Your assignment: Copy the lines below word for word, skipping any image.

[Dataset entries]
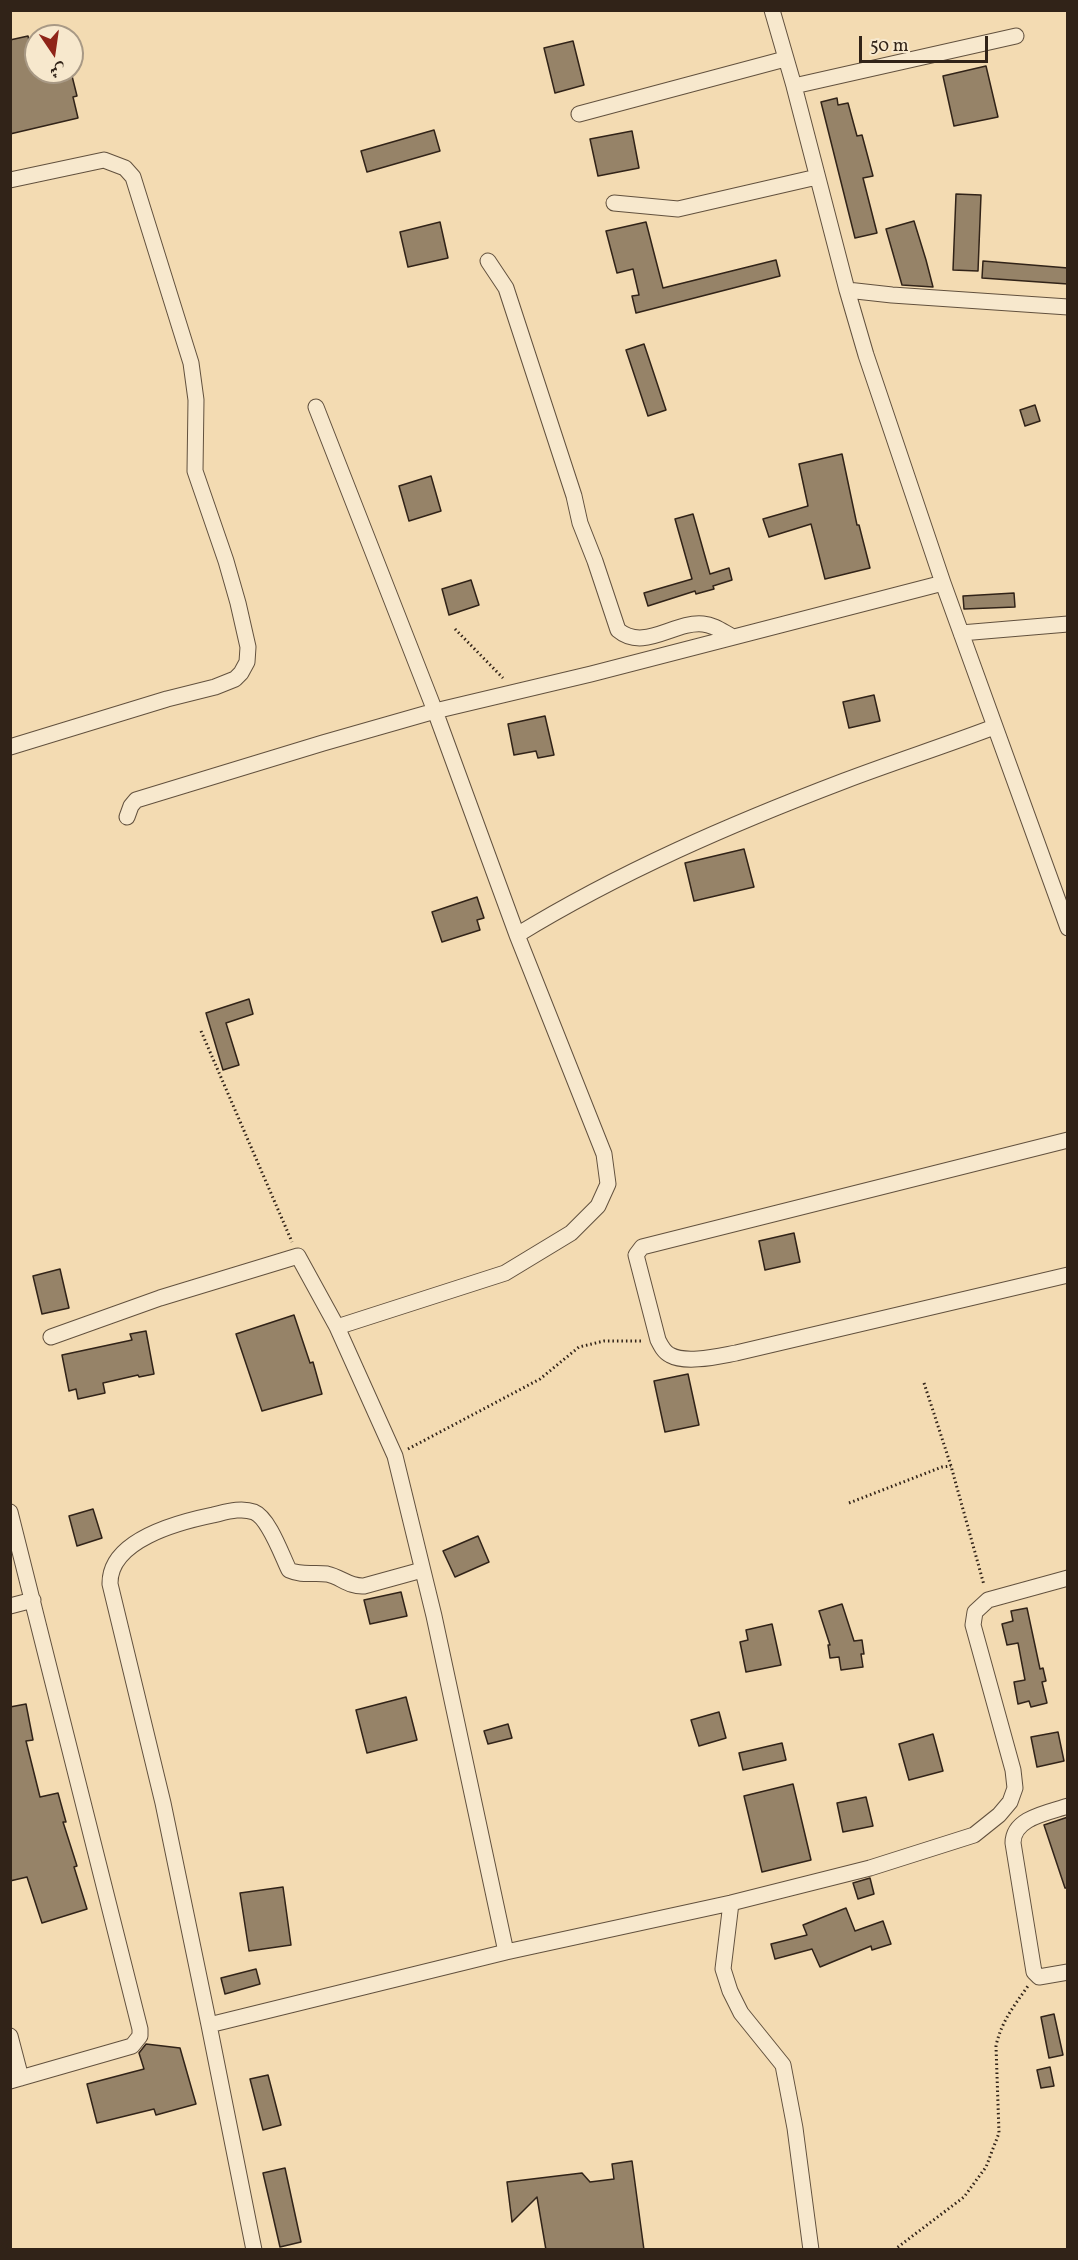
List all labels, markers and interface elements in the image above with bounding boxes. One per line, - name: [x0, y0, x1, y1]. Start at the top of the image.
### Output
- north arrow: [24, 24, 84, 84]
- scale bar: [862, 24, 991, 62]
- text: 50 m: [870, 34, 909, 59]
- text: ش: [47, 57, 68, 82]

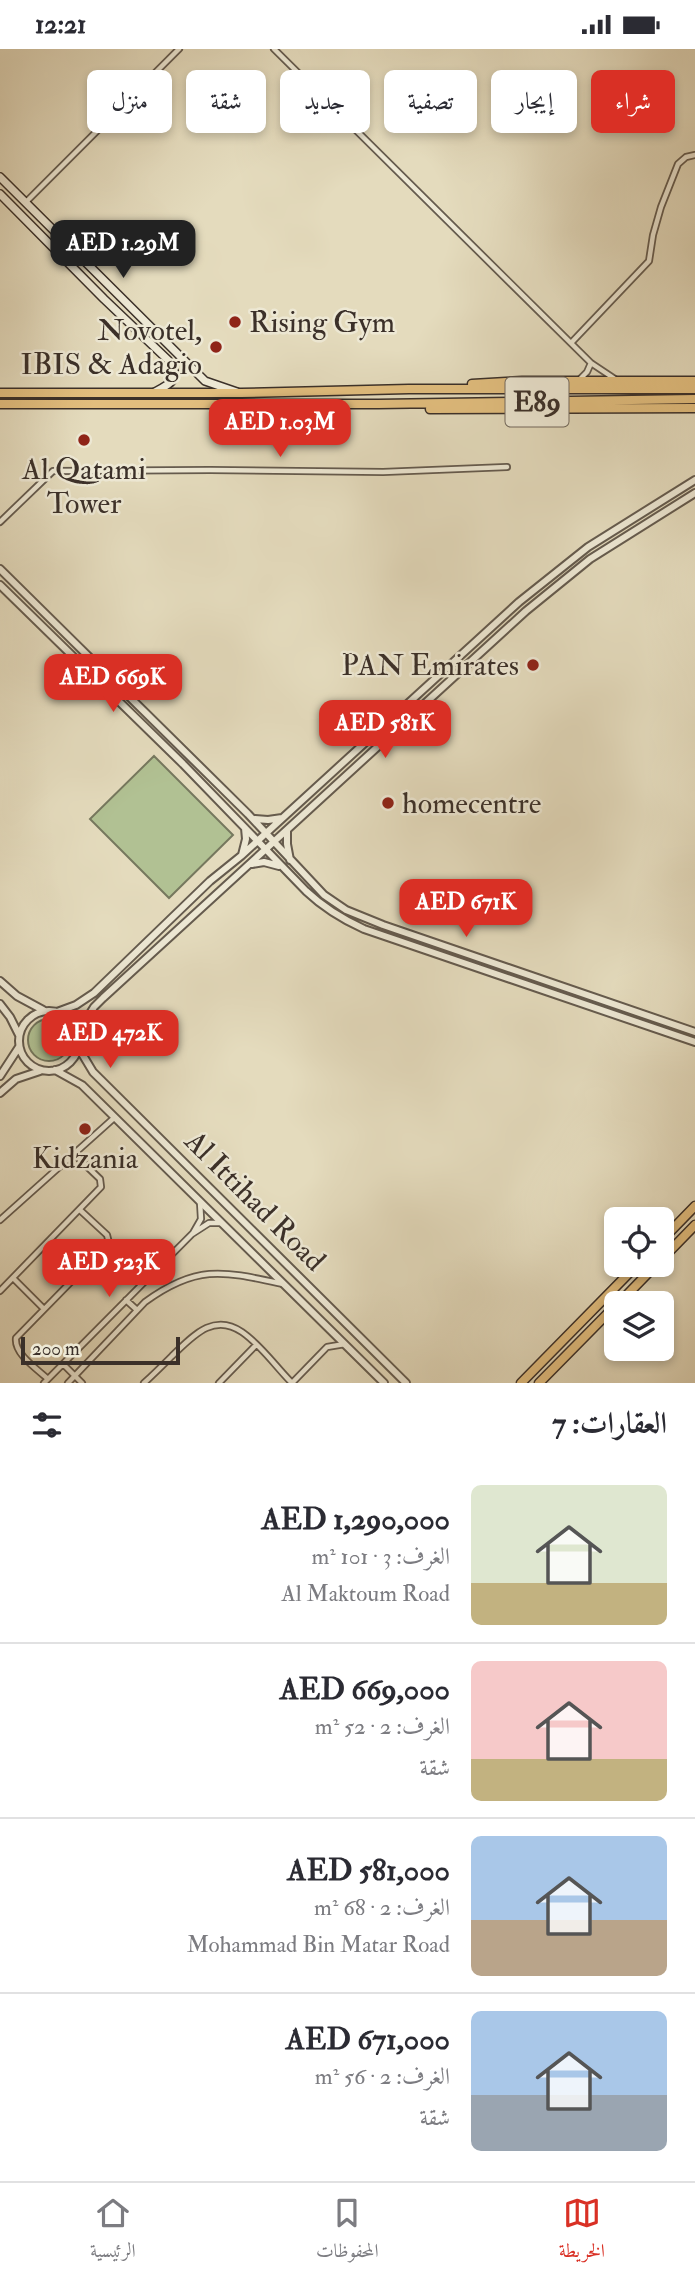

Expected answer:
List all labels, markers and interface elements in the image above with bounding boxes. One per line, - name: [x0, y0, x1, y1]. Start at the top of the image.
### Output
- north arrow: [24, 24, 84, 84]
- scale bar: [862, 24, 991, 62]
- text: 50 m: [870, 34, 909, 59]
- text: ش: [47, 57, 68, 82]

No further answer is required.